Another dealer, Desenfans, who established himself by selling a Claude Lorrain to George III at a reputed profit of £1000, smuggled out of Italy two celebrated paintings by that artist, known as the Altieri Claudes. They were bought by two young English painters acting as his agents, who, after being nearly swamped in a boat jammed with refugees fleeing the French invasion, got the pictures as far as Palermo. They managed to secure an interview with Nelson, and so successfully convinced him of the importance of their cargo that the admiral remarked, “This is a national concern,” and arranged a convoy for the ship that took the paintings on to England.
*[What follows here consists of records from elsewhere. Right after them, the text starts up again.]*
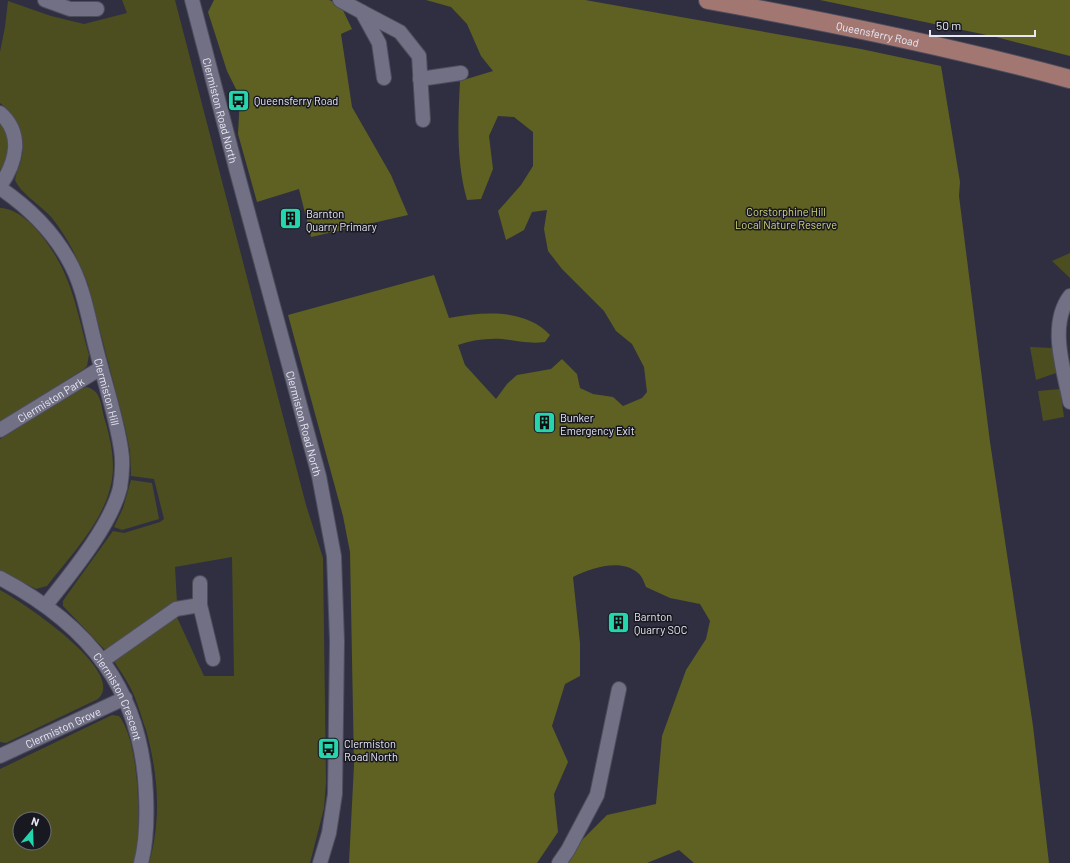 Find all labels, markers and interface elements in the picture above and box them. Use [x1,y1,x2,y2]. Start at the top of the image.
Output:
scale bar [930,12,1035,38]
street label: Queensferry Road [835,18,920,48]
text: 50 m [936,18,961,32]
street label: Clermiston Road North [201,56,241,164]
bus stop icon: Queensferry Road [225,87,251,113]
place label: Queensferry Road [254,94,338,107]
park label: Corstorphine Hill Local Nature Reserve [735,205,837,231]
building icon: Barnton Quarry Primary [278,206,304,232]
place label: Barnton Quarry Primary [306,207,377,233]
street label: Clermiston Hill [92,356,123,427]
street label: Clermiston Road North [284,369,325,477]
street label: Clermiston Park [15,373,86,425]
building icon: Bunker Emergency Exit [531,410,557,436]
place label: Bunker Emergency Exit [560,411,635,437]
building icon: Barnton Quarry SOC [605,609,631,635]
place label: Barnton Quarry SOC [634,610,687,636]
street label: Clermiston Crescent [91,649,145,742]
street label: Clermiston Grove [23,704,102,750]
bus stop icon: Clermiston Road North [315,736,341,762]
place label: Clermiston Road North [344,737,398,763]
north arrow [12,811,52,851]
text: N [30,814,41,828]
But art was not recognized as a national concern until the collection formed by a wealthy London merchant, J. J. Angerstein, was purchased in 1824 by the Prime Minister, Lord Liverpool, for £57,000 to found the National Gallery. Among its thirtyeight paintings were Correggio’s Studies of Heads, two Carraccis, and Scbastiano del Piombo’s Raising of Lazarus, — all from the Orleans Collection, — Rembrandt’s Woman Taken in Adultery, Rubens’ Rape of the Sabines, Claude’s Embarkation of the Queen of Sheba, and Hogarth’s Marriage à la Mode series, appraised at £2500 and originally bought for half that amount. Hogarth had sold them in 1750 for £126; the frames had cost him £25.
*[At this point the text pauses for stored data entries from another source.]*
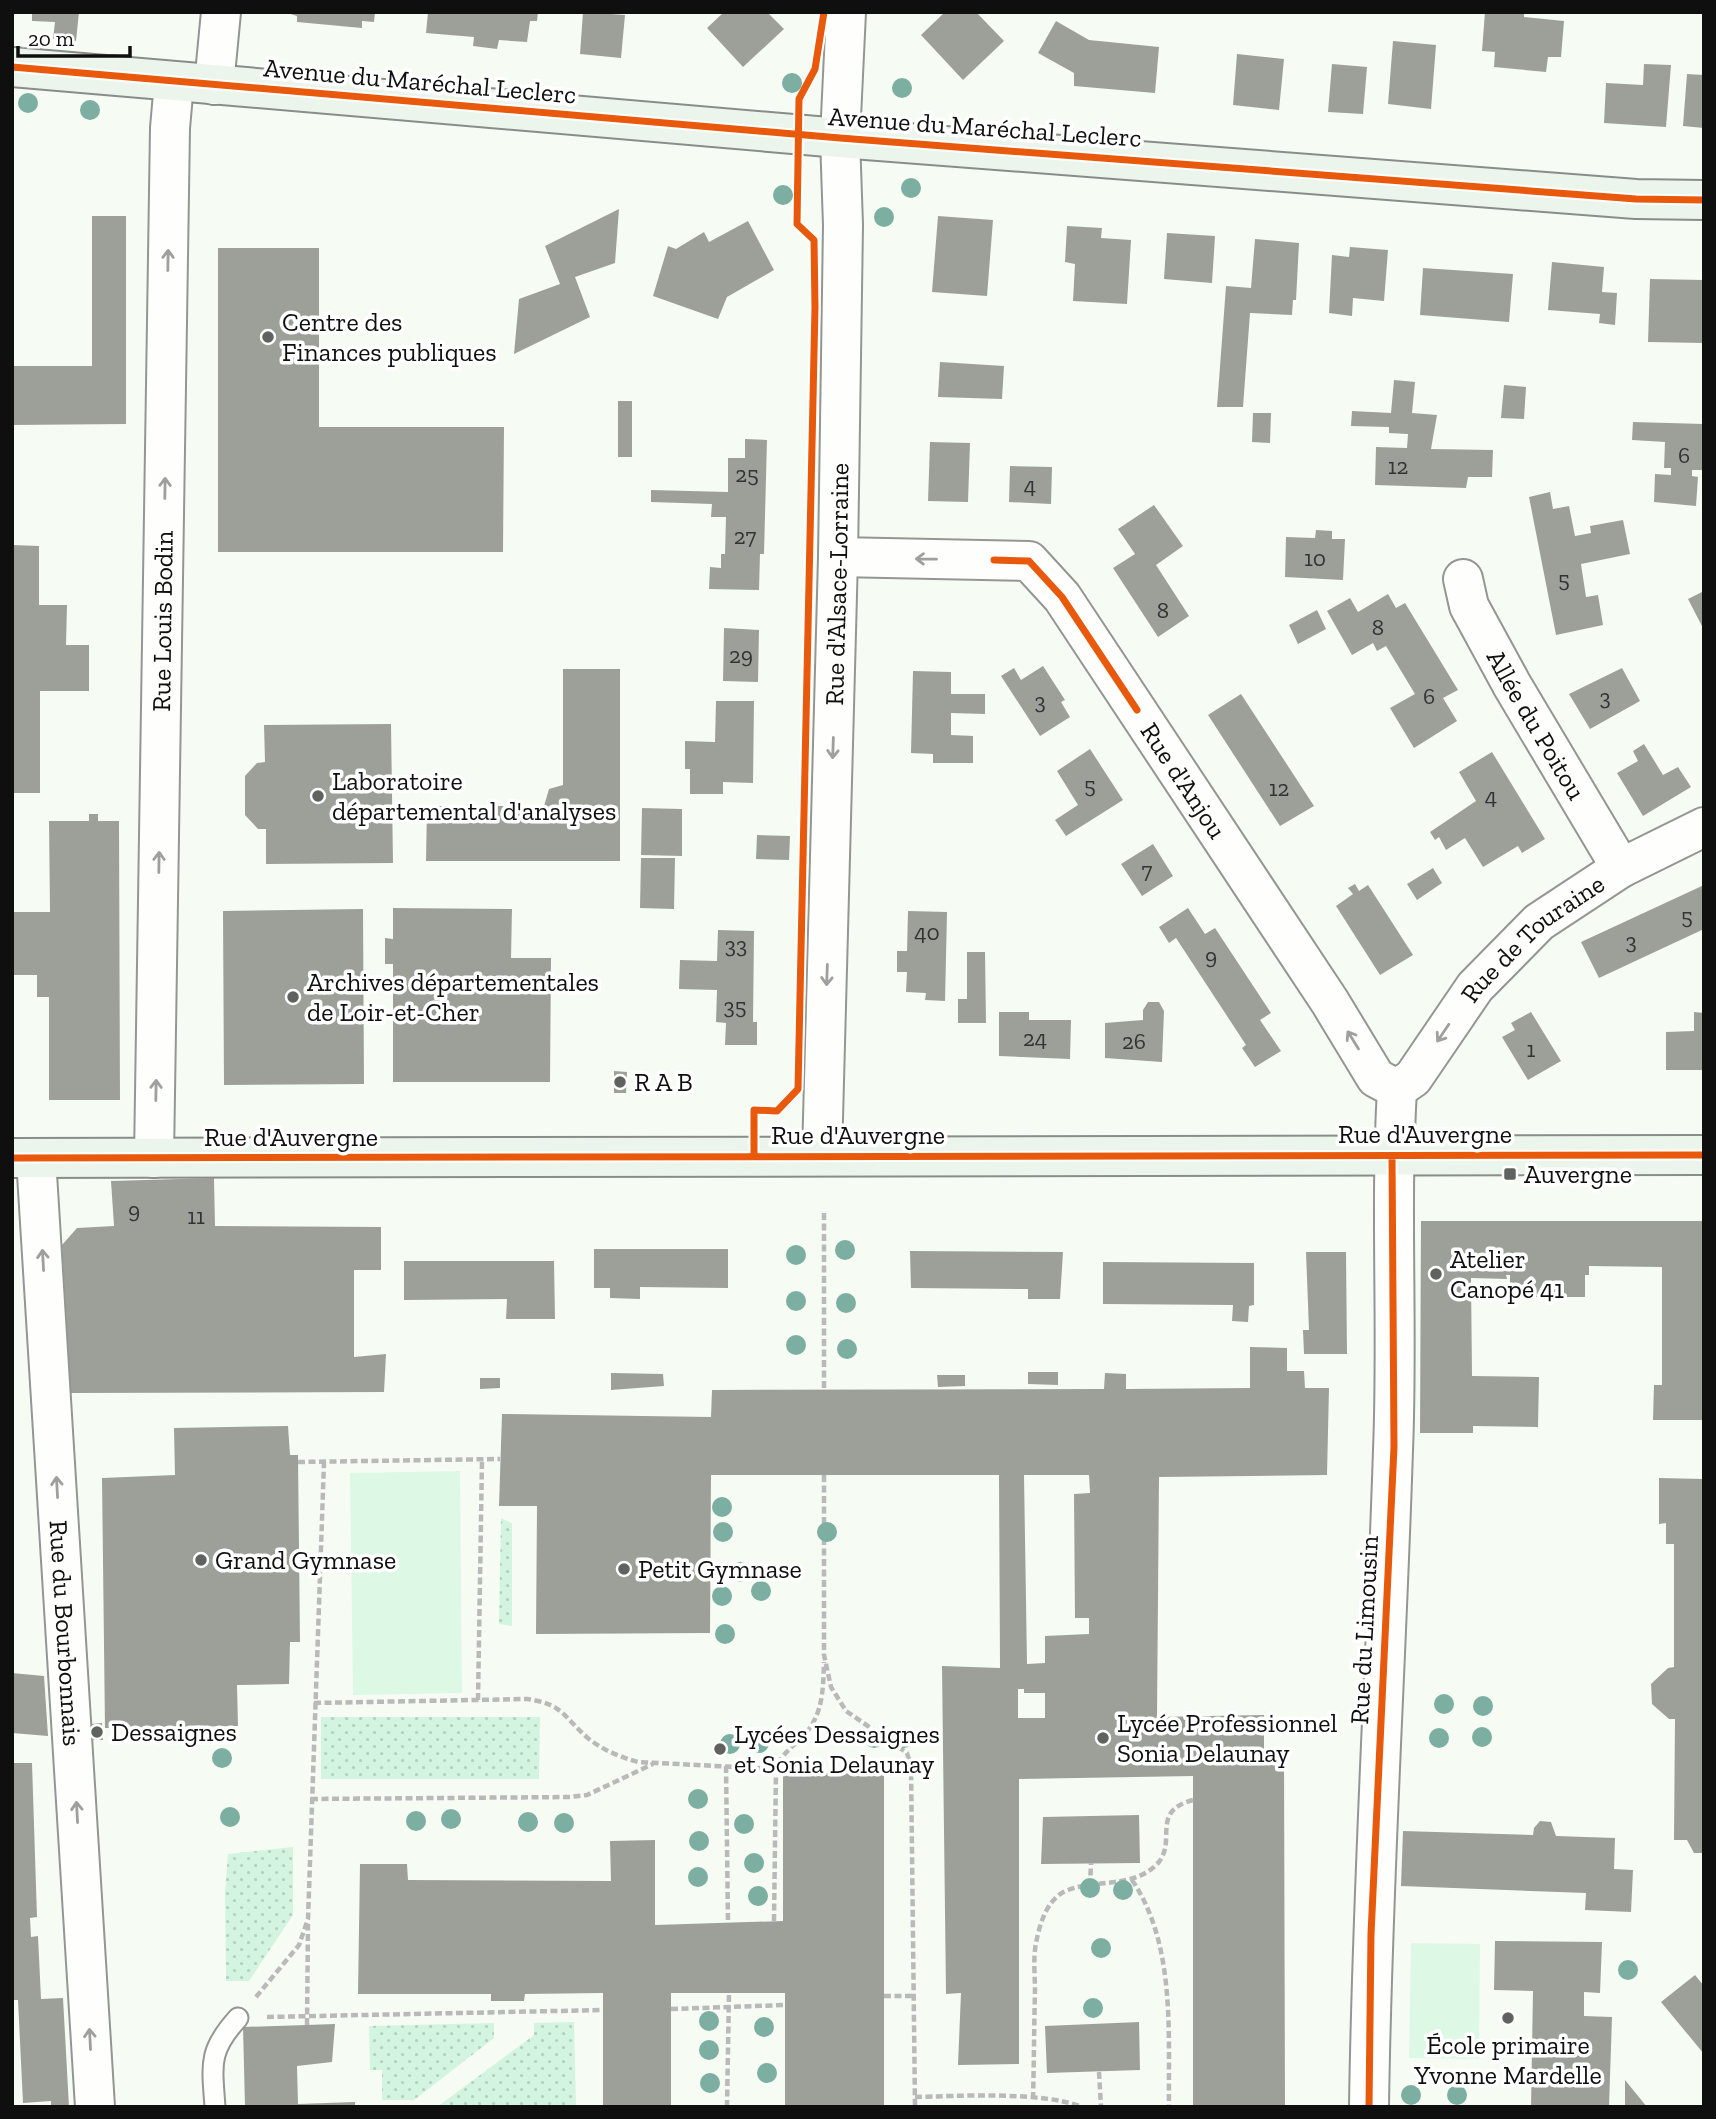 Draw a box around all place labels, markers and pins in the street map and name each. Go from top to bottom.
place label: Centre des Finances publiques [282,306,497,368]
marker: Centre des Finances publiques [260,329,276,345]
place label: Laboratoire départemental d'analyses [332,765,616,827]
marker: Laboratoire départemental d'analyses [310,788,326,804]
place label: Archives départementales de Loir-et-Cher [307,966,599,1028]
marker: Archives départementales de Loir-et-Cher [285,989,301,1005]
place label: R A B [634,1066,693,1098]
marker: R A B [612,1074,628,1090]
place label: Auvergne [1524,1158,1632,1190]
marker: Auvergne [1502,1166,1518,1182]
place label: Atelier Canopé 41 [1450,1243,1564,1305]
marker: Atelier Canopé 41 [1428,1266,1444,1282]
place label: Grand Gymnase [215,1544,396,1576]
marker: Grand Gymnase [193,1552,209,1568]
place label: Petit Gymnase [638,1553,802,1585]
marker: Petit Gymnase [616,1561,632,1577]
place label: Lycée Professionnel Sonia Delaunay [1117,1707,1337,1769]
place label: Dessaignes [111,1716,237,1748]
place label: Lycées Dessaignes et Sonia Delaunay [734,1718,940,1780]
marker: Dessaignes [89,1724,105,1740]
marker: Lycée Professionnel Sonia Delaunay [1095,1730,1111,1746]
marker: Lycées Dessaignes et Sonia Delaunay [712,1741,728,1757]
marker: École primaire Yvonne Mardelle [1500,2010,1516,2026]
place label: École primaire Yvonne Mardelle [1413,2029,1602,2091]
The British Museum, when it opened in 1759, required visitors to give notice, in writing, of their name, “condition,” and “place of abode.” Tours were under the guidance of a librarian and limited to ten persons per hour. A few years later the regulations were relaxed so that visitors could spend more than an hour and look at what interested them most, but up to 1804 only thirty-five persons a day were admitted. With the opening of the National Gallery, for the first time in England the public was admitted to an art collection without an admission fee, tickets, or qualifications of any kind. But the event was barely mentioned by the newspapers, and there is no comment on the importance of the occasion in artists’ diaries or letters of the period except Haydon’s.
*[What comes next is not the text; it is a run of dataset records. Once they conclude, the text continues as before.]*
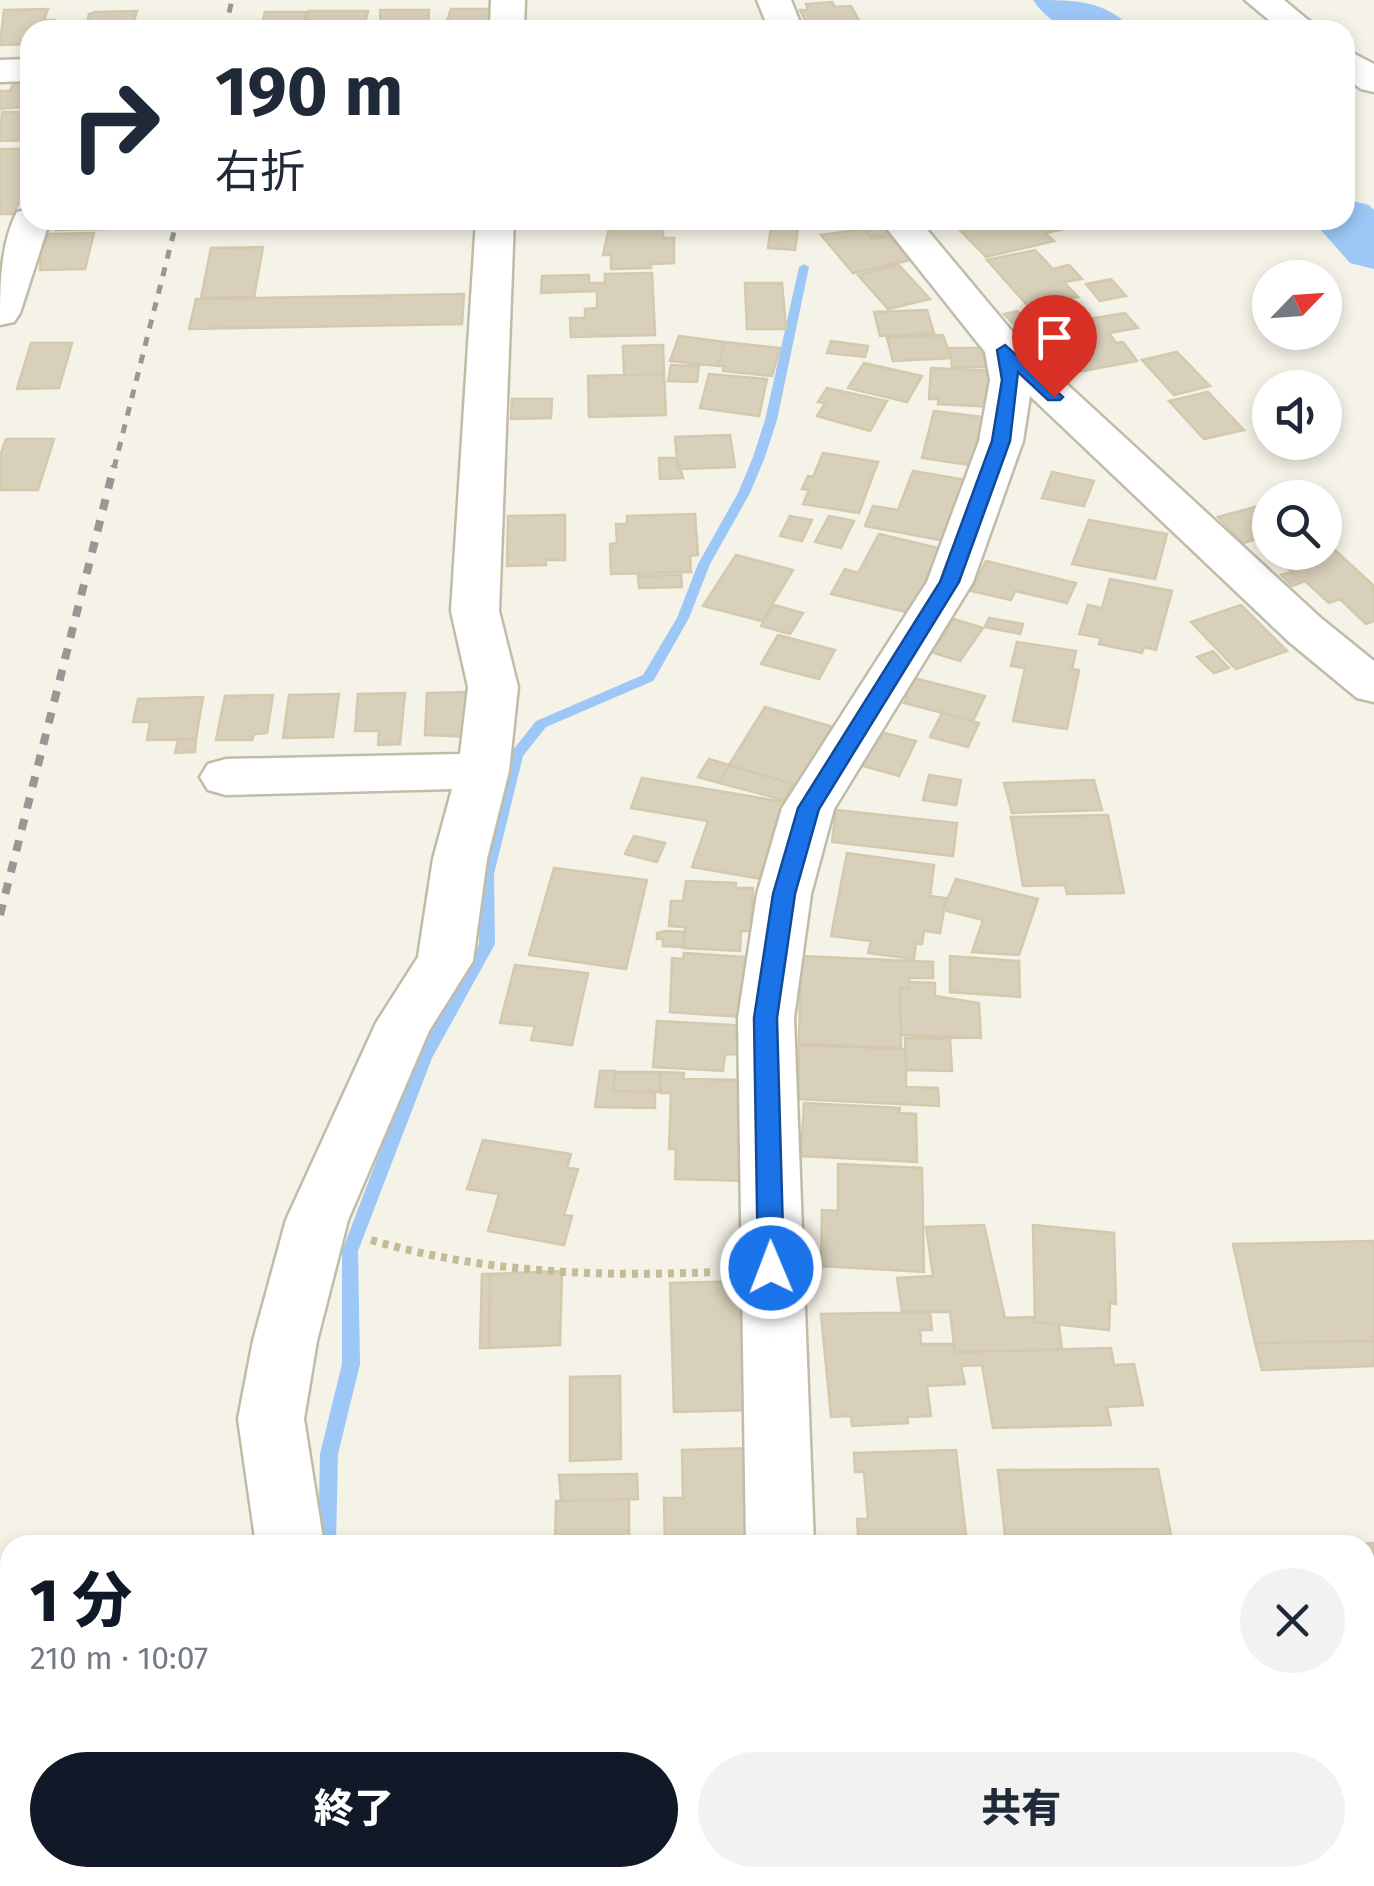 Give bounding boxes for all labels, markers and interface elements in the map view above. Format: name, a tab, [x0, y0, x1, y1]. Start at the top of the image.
text: 190 m	[215, 50, 403, 134]
icon: right	[50, 60, 180, 190]
text: 右折	[215, 145, 305, 199]
north arrow	[1252, 260, 1342, 350]
map controls	[1252, 260, 1342, 570]
pin	[1012, 295, 1097, 398]
icon: arrive	[1027, 310, 1082, 365]
button: sound	[1252, 370, 1342, 460]
button: search	[1252, 480, 1342, 570]
position arrow	[719, 1216, 823, 1320]
text: 1 分	[30, 1565, 132, 1637]
button: close	[1240, 1568, 1345, 1673]
text: 210 m · 10:07	[30, 1639, 208, 1677]
button: 終了	[30, 1752, 678, 1867]
button: 共有	[698, 1752, 1345, 1867]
The present conviction that an art museum is of supremo importance as a public institution and an educational and cultural force is a more recent development in the history of the appreciation of art. Some twelve years after the National Gallery had opened, Grillparzer on a visit to London wrote; “First to the National Gallery in London, which I had difficulty in finding at first, so unknown was it to everybody I asked. At last, at an engraver’s I got the right direction.” People were evidently not so impressed as they are, or pretend to be, today in the presence of masterpieces. The first Keeper of the collection once came upon a group of out-oftown visitors, their chairs drawn up in a circle, eating a basket lunch. He was cordially invited to join them and offered a glass of gin.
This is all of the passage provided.